Story #12552

When priority is equal, the children of an earlier-submitted workflow should run first

Added by Tom Morris almost 3 years ago. Updated about 2 years ago.

Status:
Resolved
Priority:
Normal
Assigned To:
Category:
-
Target version:
Start date:
11/03/2017
Due date:
% Done:

100%

Estimated time:
(Total: 0.00 h)
Story points:
2.0
Release relationship:
Auto

Description

Currently containers are prioritized by descending priority, then creation time.

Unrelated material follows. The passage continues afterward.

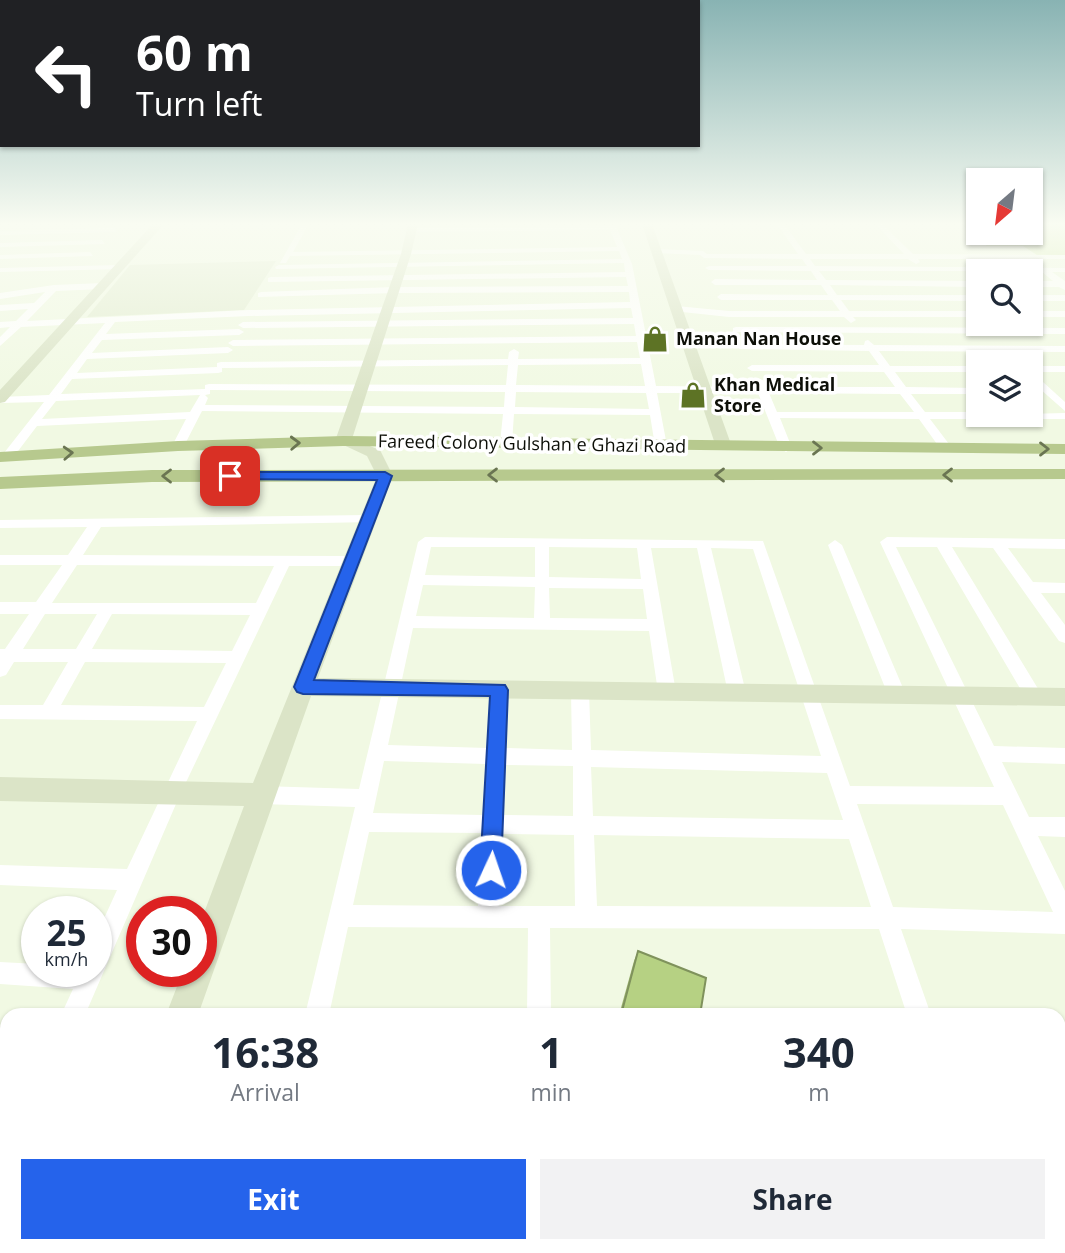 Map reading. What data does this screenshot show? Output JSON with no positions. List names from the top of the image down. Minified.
{"streets":{"main road":["Fareed Colony Gulshan e Ghazi Road"]},"places":{"shop":["Manan Nan House","Khan Medical Store"]},"north":"bottom left","page":{"turn":["60 m","Turn left"],"speed":"25 km/h","limit":"30","eta":["16:38","Arrival","1","min","340","m"],"buttons":["Exit","Share"]}}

Typically, each workflow runs many child containers. When multiple workflows are running, the creation times of their child containers are interleaved, and therefore so is their execution order. As more work is added to the system, earlier workflows make slower and slower progress.

Desired behavior:

If two concurrent workflows have equal priority, the children of the earlier-submitted workflow should be prioritized ahead of children of the later-submitted workflow.


Subtasks

Task #13086: Review 12552-slurm-priorityResolvedLucas Di Pentima

Task #13122: Report workflow priority in containers#show API responseResolvedTom Clegg

Task #13159: Review 12552-wf-priorityResolvedTom Clegg


Related issues

Related to Arvados - Story #12574: [API] Propagate priority of parent container to childrenResolved11/30/2017

Related to Arvados - Bug #12573: Priority is ignored in Crunch2Resolved11/30/2017

Related to Arvados - Bug #13166: [node manager] wishlist should consist of top priority containersResolved03/26/2018

Associated revisions

Revision 6346a7c4
Added by Tom Clegg over 2 years ago

Merge branch '12552-slurm-priority'

refs #12552

Arvados-DCO-1.1-Signed-off-by: Tom Clegg <>

Revision f05926dd (diff)
Added by Tom Clegg over 2 years ago

12552: Fix starvation in test case.

refs #12552

Arvados-DCO-1.1-Signed-off-by: Tom Clegg <>

Revision 4b563772
Added by Tom Clegg over 2 years ago

Merge branch '12552-wf-priority'

refs #12552

Arvados-DCO-1.1-Signed-off-by: Tom Clegg <>

History

#1 Updated by Peter Amstutz over 2 years ago

  • Related to Story #12574: [API] Propagate priority of parent container to children added

#2 Updated by Peter Amstutz over 2 years ago

One way to do this is something like what slurm does: submit the first workflow at a high priority (say 900) and each subsequent workflow is given the next lower priority, 899, 898, 897, ... and the priority propagates to all child jobs (#12574)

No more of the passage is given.